- [Your goal] Search the data below for the string "Nanaimo" and copy all lines where it shows up.

- [Working data]
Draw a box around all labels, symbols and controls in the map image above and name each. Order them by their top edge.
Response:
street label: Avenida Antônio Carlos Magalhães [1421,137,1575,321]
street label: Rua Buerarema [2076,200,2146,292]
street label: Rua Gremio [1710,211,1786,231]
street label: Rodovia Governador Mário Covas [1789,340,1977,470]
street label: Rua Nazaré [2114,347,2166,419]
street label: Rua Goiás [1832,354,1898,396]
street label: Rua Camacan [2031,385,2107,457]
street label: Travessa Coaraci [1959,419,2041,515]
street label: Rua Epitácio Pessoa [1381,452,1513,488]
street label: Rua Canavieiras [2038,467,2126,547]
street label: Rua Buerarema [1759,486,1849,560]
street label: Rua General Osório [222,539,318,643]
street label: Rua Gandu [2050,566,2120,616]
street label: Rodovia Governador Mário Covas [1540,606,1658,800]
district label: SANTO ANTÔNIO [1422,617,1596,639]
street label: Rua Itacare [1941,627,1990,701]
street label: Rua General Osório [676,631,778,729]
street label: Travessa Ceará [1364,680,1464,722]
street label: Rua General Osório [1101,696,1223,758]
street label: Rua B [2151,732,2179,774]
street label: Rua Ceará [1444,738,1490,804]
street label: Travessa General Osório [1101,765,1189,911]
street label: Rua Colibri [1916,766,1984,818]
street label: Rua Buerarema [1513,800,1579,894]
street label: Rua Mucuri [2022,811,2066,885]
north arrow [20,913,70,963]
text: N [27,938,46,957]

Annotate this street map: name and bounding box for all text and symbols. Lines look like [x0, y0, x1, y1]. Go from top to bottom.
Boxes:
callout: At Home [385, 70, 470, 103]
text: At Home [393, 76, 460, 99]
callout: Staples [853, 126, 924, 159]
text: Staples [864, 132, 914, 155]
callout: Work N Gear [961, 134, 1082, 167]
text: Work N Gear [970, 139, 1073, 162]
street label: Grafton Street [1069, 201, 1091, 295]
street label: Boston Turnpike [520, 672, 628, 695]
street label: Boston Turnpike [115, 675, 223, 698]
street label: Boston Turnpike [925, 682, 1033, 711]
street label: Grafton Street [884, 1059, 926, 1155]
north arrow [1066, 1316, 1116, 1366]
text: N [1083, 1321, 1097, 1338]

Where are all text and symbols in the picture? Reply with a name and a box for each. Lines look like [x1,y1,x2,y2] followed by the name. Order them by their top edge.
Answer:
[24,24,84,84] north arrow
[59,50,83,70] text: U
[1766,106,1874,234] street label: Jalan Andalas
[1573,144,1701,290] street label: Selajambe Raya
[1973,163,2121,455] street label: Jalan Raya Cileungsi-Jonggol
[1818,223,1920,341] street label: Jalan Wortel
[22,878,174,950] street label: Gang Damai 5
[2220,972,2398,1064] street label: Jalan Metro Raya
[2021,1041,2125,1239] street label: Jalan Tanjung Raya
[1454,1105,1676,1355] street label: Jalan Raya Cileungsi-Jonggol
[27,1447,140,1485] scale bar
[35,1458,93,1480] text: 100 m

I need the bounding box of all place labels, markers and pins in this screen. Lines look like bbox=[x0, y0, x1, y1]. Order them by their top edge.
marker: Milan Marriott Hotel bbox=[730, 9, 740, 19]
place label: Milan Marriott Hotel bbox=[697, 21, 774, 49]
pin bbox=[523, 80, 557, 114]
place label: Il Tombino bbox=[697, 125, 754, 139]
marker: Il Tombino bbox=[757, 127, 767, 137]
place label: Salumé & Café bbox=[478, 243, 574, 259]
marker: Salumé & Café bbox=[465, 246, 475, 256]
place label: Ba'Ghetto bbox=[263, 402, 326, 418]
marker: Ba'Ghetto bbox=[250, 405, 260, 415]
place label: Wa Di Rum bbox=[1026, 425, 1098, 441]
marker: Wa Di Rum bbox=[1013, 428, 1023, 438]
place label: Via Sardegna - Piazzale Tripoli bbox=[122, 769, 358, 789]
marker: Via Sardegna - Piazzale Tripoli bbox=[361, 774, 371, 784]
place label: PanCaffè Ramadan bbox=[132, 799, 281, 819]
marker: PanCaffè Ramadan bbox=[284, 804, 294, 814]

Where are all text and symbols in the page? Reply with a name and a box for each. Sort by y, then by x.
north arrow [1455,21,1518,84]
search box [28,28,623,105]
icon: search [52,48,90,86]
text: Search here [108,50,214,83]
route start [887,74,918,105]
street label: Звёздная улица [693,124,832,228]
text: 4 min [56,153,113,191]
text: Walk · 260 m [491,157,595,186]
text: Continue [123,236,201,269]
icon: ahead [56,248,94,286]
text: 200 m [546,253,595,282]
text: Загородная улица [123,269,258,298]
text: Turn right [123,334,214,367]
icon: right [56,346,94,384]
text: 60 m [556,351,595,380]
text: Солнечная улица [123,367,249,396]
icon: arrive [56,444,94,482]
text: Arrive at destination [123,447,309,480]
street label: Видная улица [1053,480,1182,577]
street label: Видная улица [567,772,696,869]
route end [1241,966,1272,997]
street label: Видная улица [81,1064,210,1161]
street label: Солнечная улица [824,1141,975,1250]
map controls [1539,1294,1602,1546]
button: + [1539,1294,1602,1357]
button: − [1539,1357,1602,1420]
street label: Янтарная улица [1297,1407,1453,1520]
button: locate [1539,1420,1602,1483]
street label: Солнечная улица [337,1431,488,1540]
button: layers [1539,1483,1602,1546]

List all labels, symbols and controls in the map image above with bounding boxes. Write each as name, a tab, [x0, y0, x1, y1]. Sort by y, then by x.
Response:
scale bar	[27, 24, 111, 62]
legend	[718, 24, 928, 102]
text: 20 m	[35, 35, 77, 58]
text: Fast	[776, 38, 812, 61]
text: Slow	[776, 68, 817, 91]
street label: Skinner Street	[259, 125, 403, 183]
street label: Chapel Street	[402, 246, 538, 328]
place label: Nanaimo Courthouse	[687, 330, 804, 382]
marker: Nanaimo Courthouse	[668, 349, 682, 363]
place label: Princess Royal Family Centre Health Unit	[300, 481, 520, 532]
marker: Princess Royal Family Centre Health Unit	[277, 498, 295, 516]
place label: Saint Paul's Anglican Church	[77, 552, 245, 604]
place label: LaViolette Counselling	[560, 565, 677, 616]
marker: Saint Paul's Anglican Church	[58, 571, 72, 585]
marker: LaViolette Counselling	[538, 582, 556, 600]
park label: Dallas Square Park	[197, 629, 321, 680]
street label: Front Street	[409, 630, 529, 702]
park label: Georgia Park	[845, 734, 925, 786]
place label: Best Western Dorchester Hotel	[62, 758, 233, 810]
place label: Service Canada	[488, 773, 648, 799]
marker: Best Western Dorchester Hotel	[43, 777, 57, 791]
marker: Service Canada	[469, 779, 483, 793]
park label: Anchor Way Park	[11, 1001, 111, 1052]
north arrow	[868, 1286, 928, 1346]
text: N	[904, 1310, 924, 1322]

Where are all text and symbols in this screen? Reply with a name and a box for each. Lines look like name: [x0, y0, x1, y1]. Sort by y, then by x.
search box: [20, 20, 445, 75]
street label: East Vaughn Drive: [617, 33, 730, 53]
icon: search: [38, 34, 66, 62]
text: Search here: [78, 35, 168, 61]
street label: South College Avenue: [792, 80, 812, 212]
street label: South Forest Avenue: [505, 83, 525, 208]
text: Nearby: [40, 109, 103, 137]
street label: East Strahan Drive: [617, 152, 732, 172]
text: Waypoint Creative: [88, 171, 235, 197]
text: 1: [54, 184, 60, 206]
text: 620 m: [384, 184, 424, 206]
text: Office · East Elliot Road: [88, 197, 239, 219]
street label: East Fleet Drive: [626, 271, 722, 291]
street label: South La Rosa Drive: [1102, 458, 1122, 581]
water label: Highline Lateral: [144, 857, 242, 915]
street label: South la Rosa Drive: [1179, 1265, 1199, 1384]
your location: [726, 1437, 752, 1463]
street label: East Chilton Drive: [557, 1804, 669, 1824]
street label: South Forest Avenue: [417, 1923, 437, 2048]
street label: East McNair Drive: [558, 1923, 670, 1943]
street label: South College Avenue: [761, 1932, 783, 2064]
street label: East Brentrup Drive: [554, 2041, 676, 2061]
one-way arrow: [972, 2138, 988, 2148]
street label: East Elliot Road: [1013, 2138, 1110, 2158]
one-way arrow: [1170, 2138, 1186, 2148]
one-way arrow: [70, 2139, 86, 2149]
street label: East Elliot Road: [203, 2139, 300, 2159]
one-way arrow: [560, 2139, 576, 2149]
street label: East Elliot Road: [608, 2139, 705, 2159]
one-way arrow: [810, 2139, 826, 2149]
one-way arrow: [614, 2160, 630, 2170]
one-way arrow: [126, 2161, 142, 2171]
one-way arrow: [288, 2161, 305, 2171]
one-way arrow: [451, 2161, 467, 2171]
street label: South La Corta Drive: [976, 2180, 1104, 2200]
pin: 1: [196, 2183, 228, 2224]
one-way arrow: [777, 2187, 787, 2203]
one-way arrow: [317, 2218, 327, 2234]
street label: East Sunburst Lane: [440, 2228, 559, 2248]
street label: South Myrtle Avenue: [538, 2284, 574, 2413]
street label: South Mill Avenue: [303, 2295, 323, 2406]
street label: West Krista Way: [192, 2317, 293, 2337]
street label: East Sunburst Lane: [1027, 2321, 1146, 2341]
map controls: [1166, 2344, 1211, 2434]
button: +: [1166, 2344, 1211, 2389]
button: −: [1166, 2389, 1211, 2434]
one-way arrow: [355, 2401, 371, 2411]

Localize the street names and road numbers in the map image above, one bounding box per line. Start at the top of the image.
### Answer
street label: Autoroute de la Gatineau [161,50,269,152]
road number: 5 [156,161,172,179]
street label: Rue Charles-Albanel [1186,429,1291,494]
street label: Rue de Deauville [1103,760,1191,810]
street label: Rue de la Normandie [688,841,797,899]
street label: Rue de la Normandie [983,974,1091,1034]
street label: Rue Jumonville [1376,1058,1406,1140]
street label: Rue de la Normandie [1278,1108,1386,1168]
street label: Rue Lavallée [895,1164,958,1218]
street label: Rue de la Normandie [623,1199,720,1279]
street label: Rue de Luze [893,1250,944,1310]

- [Reply to the task]
place label: Nanaimo Courthouse	[687, 330, 804, 382]
marker: Nanaimo Courthouse	[668, 349, 682, 363]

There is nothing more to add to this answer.